43.bölüm: Geride Kalanlarla Karşılaşma

11.5K 380 34
                                    

Havaalanında öylece yürürken ne kadar boş olduğumu hissettim. Sonunda İstanbul'daydım ama ne kadar büyük bir saçmalıktı bütün bu olanlar, hiç yaşanmamış gibi mi yapacaktım şimdi? Neyse olacakları düşünecek zamanım var, yurda gidip uyumalıyım yoksa öleceğim diye düşündüm. Halim falan kalmamıştı hiç, öylece yürüyordum.

Sizin hiç iki gün üstüste uyumadığınız oldu mu? Eğer olmadıysa anlayamazsınız, bu ölüm uykusu gibi bir şeydi, sanki uyuyacak ve o yataktan hiç çıkamayacaktım. İki gün önce her gün küfrettiğim yurt yatağı bulut olmuştu sanki, o kadar yumuşaktı ki. Vücudum ağırlaşmıştı, zor taşıyordum? Gözlerimi kapadım sonunda bitecekti yorgunluk, en azından bu bitecekti...

"Tutku! Tutku!" Poyraz'ın sesiyle uyandım! Nasılda özlemişim bu sesi. İki gün uykusuzluktan nasıl acı çektiysem Poyrazsızlıkta o kadar koymuştu, diyebilir miyim?.. Bazı şeyleri unutursam belki.

"Poyraz" dedim kısık sesimle

"Çok özledim" dedi, ağlamamak için kendimi sıktım. Ben ne yapmıştım?

"Bende seni ama.. Poyraz senden saklamamam gereken bir şey var" diye konuya girdim, sonuçta öğrenecekti "Seni kaybetmeye dayanamam" dedim sesim kuru kuru çıkıyordu

"Söyle" dedi yumuşak ses tonuyla, saçlarımı okşarken

"Benim iki gündür nerede olduğumu biliyor musun?"

"Evet, annen her şeyi anlattı, seni çok aradık bitanem"

Yatağımda doğrulup elini tuttum "Biri beni öptü" dedim sessizce ardından gözyaşlarım cümlelerime eşlik etti "Yani ben çok kötüydüm ve.. Özür dilerim.. Diyecek tek şeyim yok" nasıl savunacaktım kendimi? Bunun provasını elli kez yapmıştım, niye şap diye söyledim şimdi?

Hiçbir şey demiyordu sadece bana bakıyordu, bir süre bekledikten sonra tuttuğum elimi avuçlayıp sıktı, "Zor günler geçiriyorsun. Bunu şimdilik es geçebiliriz" dedi

"Sen ciddi misin?" Dedim inanmayarak, kızmayacak mıydı? Ona daha çok sarıldım "Seni sevmekten hiç vazgeçmeyeceğim" diye mırıldandım

"Vazgeçme zaten" dedi o da sarılırken, bu kadar kolay mıydı? İçim rahatlamıştı.
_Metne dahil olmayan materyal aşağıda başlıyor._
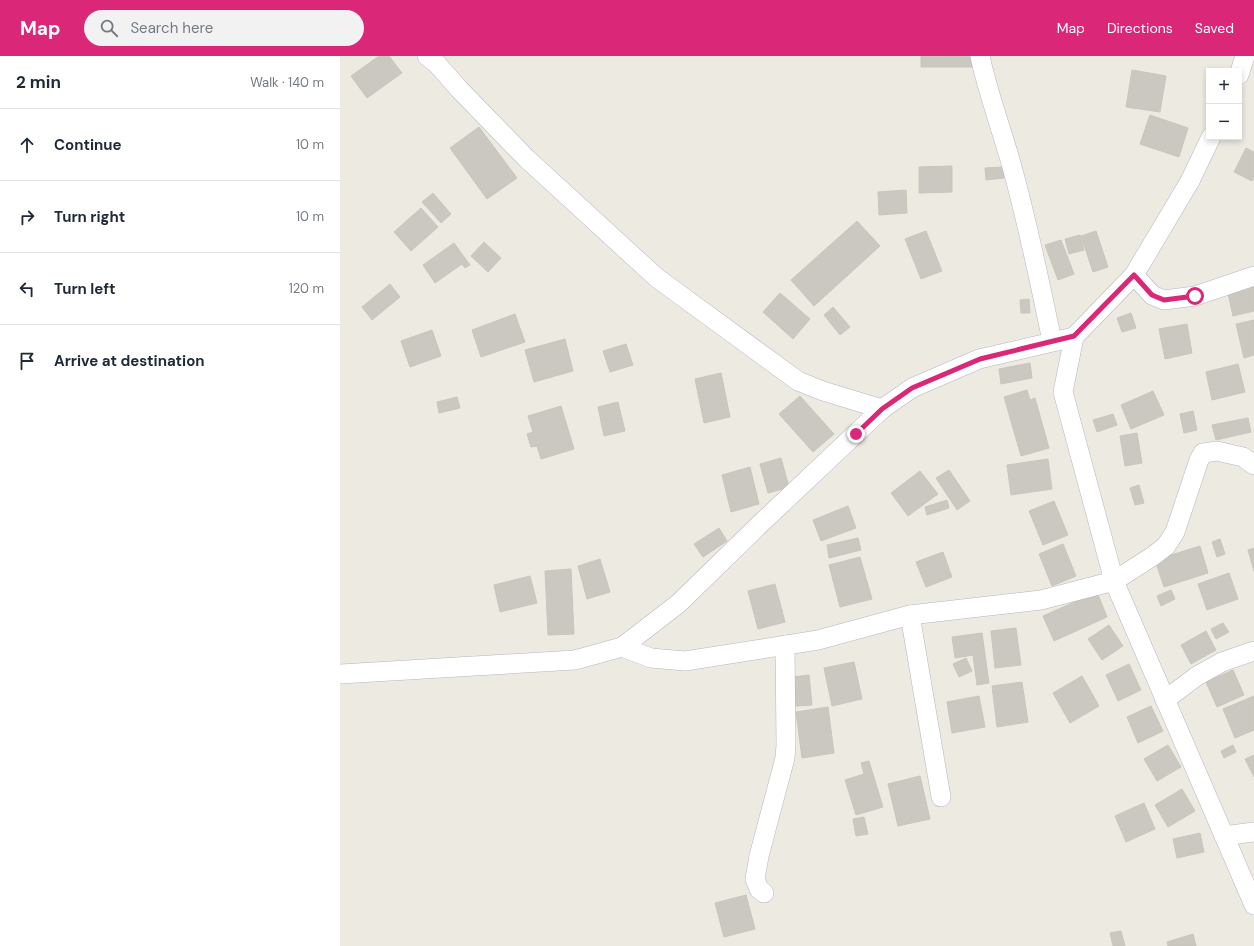 <!DOCTYPE html>
<html lang="en">
<head>
<meta charset="utf-8">
<style>
  body { margin:0; font-family:"DM Sans",sans-serif; background:#f2f2f3; color:#1f2937 }
  .controls { position:absolute; right:12px; top:12px; display:grid; overflow:hidden; border-radius:0px; box-shadow:0 2px 6px #0003 }
  .controls button { width:36px; height:36px; display:grid; place-items:center; padding:0; border:0; border-bottom:1px solid #e0e1e3; background:#fff; color:#1f2937; font:20px sans-serif }
  .stop { position:absolute; width:12px; height:12px; margin:-9px; border:3px solid #db2777; border-radius:50%; background:#fff }
  .stop.end { background:#db2777; border-color:#fff; box-shadow:0 1px 4px #0008 }
  .list { margin:0; padding:0; list-style:none }
  h2 { display:flex; justify-content:space-between; align-items:center; height:52px; margin:0; padding:0 16px; font-size:17px }
  h2 small { font-size:13px; font-weight:400; color:#747a83 }
  .list li { display:grid; grid-template-columns:26px 1fr auto; gap:12px; align-items:center; box-sizing:border-box; height:72px; padding:0 16px; border-top:1px solid #e0e1e3 }
  .list b { display:block; font-size:15px; white-space:nowrap }
  .list em { font-size:13px; font-style:normal; color:#747a83 }
  .icon { flex:none; width:22px; height:22px; fill:none; stroke:currentColor; stroke-width:2; stroke-linecap:round; stroke-linejoin:round }
  .map { position:relative; flex:none; width:914px; height:890px; overflow:hidden }
  header { display:flex; align-items:center; gap:24px; box-sizing:border-box; height:56px; padding:0 20px; background:#db2777; color:#fff }
  header strong { font-size:19px }
  nav { display:flex; gap:22px; margin-inline-start:auto; font-size:14px }
  .search { width:280px; height:36px; background:#f2f2f3; display:flex; align-items:center; gap:10px; box-sizing:border-box; padding:0 14px; border-radius:22px; color:#747a83; font-size:15px }
  main { display:flex }
  aside { flex:1; background:#fff }
  .map>svg:first-child { display:block }
  .building { fill:#cac8c0; stroke:#c9c6bb }
  .lines { fill:none; stroke-linecap:round; stroke-linejoin:round }
  .street-casing { stroke:#b5b6c0; stroke-width:20 }
  .street { stroke:#fff; stroke-width:19 }
  .route { stroke:#db2777; stroke-width:5 }
</style>
</head>
<body>
<header>
<strong>Map</strong>
<div class="search"><svg class="icon" aria-label="search" viewBox="0 0 24 24"><circle cx="10" cy="10" r="6"/><path d="M15 15l6 6"/></svg>Search here</div>
<nav><a>Map</a><a>Directions</a><a>Saved</a></nav>
</header>
<main>
<aside>
<h2>2 min<small>Walk · 140 m</small></h2>
<ul class="list">
<li><svg class="icon" aria-label="ahead" viewBox="0 0 24 24"><path d="M12 20V5M6 11l6-6 6 6"/></svg><div><b>Continue</b></div><em>10 m</em></li>
<li><svg class="icon" aria-label="right" viewBox="0 0 24 24"><path d="M7 20v-9h11M14 6l5 5-5 5"/></svg><div><b>Turn right</b></div><em>10 m</em></li>
<li><svg class="icon" aria-label="left" viewBox="0 0 24 24"><path d="M17 20v-9H6M10 6l-5 5 5 5"/></svg><div><b>Turn left</b></div><em>120 m</em></li>
<li><svg class="icon" aria-label="arrive" viewBox="0 0 24 24"><path d="M6 21V4h12l-3 4 3 4H6"/></svg><div><b>Arrive at destination</b></div></li>
</ul>
</aside>
<div class="map">
<svg width="914" height="890" viewBox="0 0 914 890">
  <rect width="100%" height="100%" fill="#edeae2"/>
  <g class="building">
    <polygon points="39,0 49,0 62,17 27,42 11,20"/>
    <rect x="581" y="0" width="55" height="11"/>
    <polygon points="792,14 826,20 820,56 786,51"/>
    <polygon points="810,59 848,72 839,101 800,88"/>
    <polygon points="139,71 177,122 147,143 110,92"/>
    <polygon points="906,92 914,96 914,122 912,125 894,116"/>
    <polygon points="612,110 612,136 579,137 579,111"/>
    <polygon points="663,111 664,122 646,124 645,112"/>
    <polygon points="566,134 567,157 539,159 538,136"/>
    <polygon points="93,137 111,158 101,167 82,146"/>
    <polygon points="81,152 98,171 71,195 54,176"/>
    <polygon points="517,165 540,190 474,250 451,224"/>
    <polygon points="586,175 602,215 581,223 565,183"/>
    <polygon points="756,175 768,211 753,216 741,180"/>
    <polygon points="740,179 744,194 729,198 725,183"/>
    <polygon points="721,184 734,218 718,224 705,189"/>
    <polygon points="144,186 161,202 148,216 131,200"/>
    <polygon points="114,187 130,209 125,212 122,208 95,227 83,209"/>
    <polygon points="914,226 914,255 893,260 887,233"/>
    <polygon points="50,228 60,241 32,264 22,251"/>
    <polygon points="440,237 470,263 453,283 423,256"/>
    <polygon points="689,243 690,257 681,257 680,244"/>
    <polygon points="493,251 510,271 500,279 484,259"/>
    <polygon points="791,257 796,272 782,276 777,262"/>
    <polygon points="175,258 185,286 141,301 132,274"/>
    <polygon points="914,264 914,299 904,302 896,268"/>
    <polygon points="847,268 852,297 825,303 819,273"/>
    <polygon points="92,274 101,300 70,311 61,285"/>
    <polygon points="225,283 233,315 194,326 185,294"/>
    <polygon points="286,288 293,309 270,316 263,295"/>
    <polygon points="690,307 692,322 661,328 659,313"/>
    <polygon points="898,308 905,336 872,344 866,316"/>
    <polygon points="381,317 390,361 364,367 355,323"/>
    <polygon points="687,334 690,344 695,342 709,392 681,400 664,341"/>
    <polygon points="813,335 824,359 791,373 781,349"/>
    <polygon points="460,340 494,378 473,396 439,358"/>
    <polygon points="117,341 120,352 99,357 97,346"/>
    <polygon points="278,346 285,375 264,380 258,351"/>
    <polygon points="221,350 234,393 201,403 197,390 191,391 187,378 193,376 188,360"/>
    <polygon points="853,355 857,374 844,377 840,358"/>
    <polygon points="773,358 777,369 757,376 753,364"/>
    <polygon points="908,362 911,376 876,384 872,369"/>
    <polygon points="797,377 802,407 785,410 780,380"/>
    <polygon points="441,402 449,431 428,437 420,408"/>
    <polygon points="708,403 712,433 671,439 667,409"/>
    <polygon points="410,411 419,448 391,456 382,419"/>
    <polygon points="609,414 630,445 617,454 596,422"/>
    <polygon points="580,415 598,438 568,460 551,437"/>
    <polygon points="799,429 804,447 795,449 790,432"/>
    <polygon points="607,444 609,452 587,459 585,451"/>
    <polygon points="714,445 728,479 703,489 689,455"/>
    <polygon points="508,450 516,472 481,485 473,464"/>
    <polygon points="379,472 387,485 363,501 354,488"/>
    <polygon points="518,482 521,494 489,502 487,489"/>
    <polygon points="880,483 885,498 877,501 872,486"/>
    <polygon points="723,488 736,520 712,530 699,498"/>
    <polygon points="860,490 868,517 824,531 815,504"/>
    <polygon points="914,492 914,515 908,494"/>
    <polygon points="603,496 612,521 586,531 576,506"/>
    <polygon points="520,501 532,543 500,551 489,509"/>
    <polygon points="260,503 270,536 247,543 238,510"/>
    <polygon points="231,513 234,578 208,579 205,515"/>
    <polygon points="889,517 898,543 867,554 858,528"/>
    <polygon points="190,520 197,547 160,556 154,529"/>
    <polygon points="435,528 445,566 418,573 408,535"/>
    <polygon points="831,534 835,543 821,550 817,540"/>
    <polygon points="757,536 767,561 714,585 703,560"/>
    <polygon points="883,567 889,576 876,583 871,573"/>
    <polygon points="769,569 783,590 762,604 748,583"/>
    <polygon points="676,572 681,609 655,612 651,575"/>
    <polygon points="866,575 876,594 851,608 841,589"/>
    <polygon points="642,577 649,627 637,629 633,599 615,602 612,581"/>
    <polygon points="626,602 632,615 619,621 613,608"/>
    <polygon points="514,606 522,643 492,650 484,612"/>
    <polygon points="789,608 801,634 778,645 766,619"/>
    <polygon points="893,614 904,639 877,651 866,626"/>
    <polygon points="469,619 472,649 456,650 453,621"/>
    <polygon points="742,620 759,650 730,667 713,637"/>
    <polygon points="682,626 688,666 657,671 652,630"/>
    <polygon points="639,640 645,671 612,677 607,646"/>
    <polygon points="914,640 914,674 895,682 883,653"/>
    <polygon points="811,650 823,675 798,687 787,661"/>
    <polygon points="488,651 494,697 462,702 456,656"/>
    <polygon points="828,689 841,711 817,725 804,703"/>
    <polygon points="893,689 896,696 884,702 881,695"/>
    <polygon points="914,699 914,721 905,703"/>
    <polygon points="529,705 543,751 516,759 505,724 524,718 521,707"/>
    <polygon points="580,720 590,763 558,770 548,728"/>
    <polygon points="842,733 855,755 828,771 815,749"/>
    <polygon points="804,747 815,773 786,786 775,760"/>
    <polygon points="524,761 528,778 516,780 513,763"/>
    <polygon points="860,777 864,796 837,802 833,783"/>
    <polygon points="406,839 415,873 384,881 375,847"/>
    <polygon points="781,875 785,890 773,890 770,877"/>
    <polygon points="853,878 856,890 828,890 827,886"/>
  </g>
  <g class="lines">
    <defs>
      <g id="street">
        <polyline points="87,0 97,8 119,33 186,102 317,222 458,325 483,335 542,353"/>
        <path d="M640,0C648,38 662,74 672,111C688,168 700,227 712,285"/>
        <polyline points="899,19 905,0"/>
        <polyline points="871,81 850,125 794,219 734,281 723,336 774,525 914,849"/>
        <polyline points="794,219 812,239 824,244 855,240 914,220"/>
        <polyline points="570,559 601,741"/>
        <polyline points="282,591 311,602 345,605 478,584 570,559 701,544 774,525 813,500 826,490 835,476 859,404 863,397 877,395 903,401 914,409"/>
        <polyline points="0,618 235,604 282,591 338,548 418,470 542,353 572,332 639,303 734,281"/>
        <polyline points="825,644 857,620 882,606 914,595"/>
        <polyline points="884,780 914,776"/>
        <polyline points="424,837 419,833 415,823 419,800 445,702 446,689 445,589"/>
      </g>
    </defs>
    <use href="#street" class="street-casing"/>
    <use href="#street" class="street"/>
  </g>
  <g class="lines">
    <polyline class="route" points="516,378 542,353 572,332 640,303 734,280 794,219 812,239 824,244 855,240"/>
  </g>
</svg>
<div class="controls">
<button>+</button>
<button>−</button>
</div>
<div class="stop" style="left:855px;top:240px"></div>
<div class="stop end" style="left:516px;top:378px"></div>
</div>
</main>
</body>
</html>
"Poyraz sen yurda nasıl girdin?" Diye sordum bir süre sonra, buraya giremezdi ki

"Ben aslında.." Dedi Poyraz, git gide benden uzaklaşıyordu, "Gitmem gerek" dedi

Sanki bir anda sinirlenmişti, hızlı hızlı uzaklaştı "Poyraz" deyip durdum ama ona ulaşamıyordum

Sonra birden uyandım.

Ayağa kalkıp yastığımı elime aldım ve odanın en uzak köşesine fırlattım, yere çömelip ağlamaya başladım. Rüya mıydı yani? Nasıl söyleyecektim şimdi?.. Nasıl içimi aynı şekilde rahatlatacaktım? Hiçbir yalan bu doğrudan daha çok içimi rahatlatamazdı ki.

Bir süre öyle kaldıktan sonra kendime gelmenin zamanı olduğunu farkettim. Hava kararıyordu, kabuslarıma giriyordu.. Uyuyamıyordum zaten. Beren odaya gelmeden ben kendime gelmeliydim.

Masanın üzerindeki telefonuma baktım, seni neden unutmuştum ki? Ona doğru uzanıp elime aldım, açmanın vakti geldi.

"54 cevapsız çağrı 21 mesaj 5 sesli mesaj"

Harika.

Sırayla hepsine baktım arayanların yirmisi babamdı, onu annem, geriye kalanların çoğu Poyraz'dı. Beklenen üzere. Ayrıca bir kaç gizli numara vardı. Mesajların hepsi Poyraz'dı.. Sesli mesajlarında. Babamda mesaj bırakmıştı.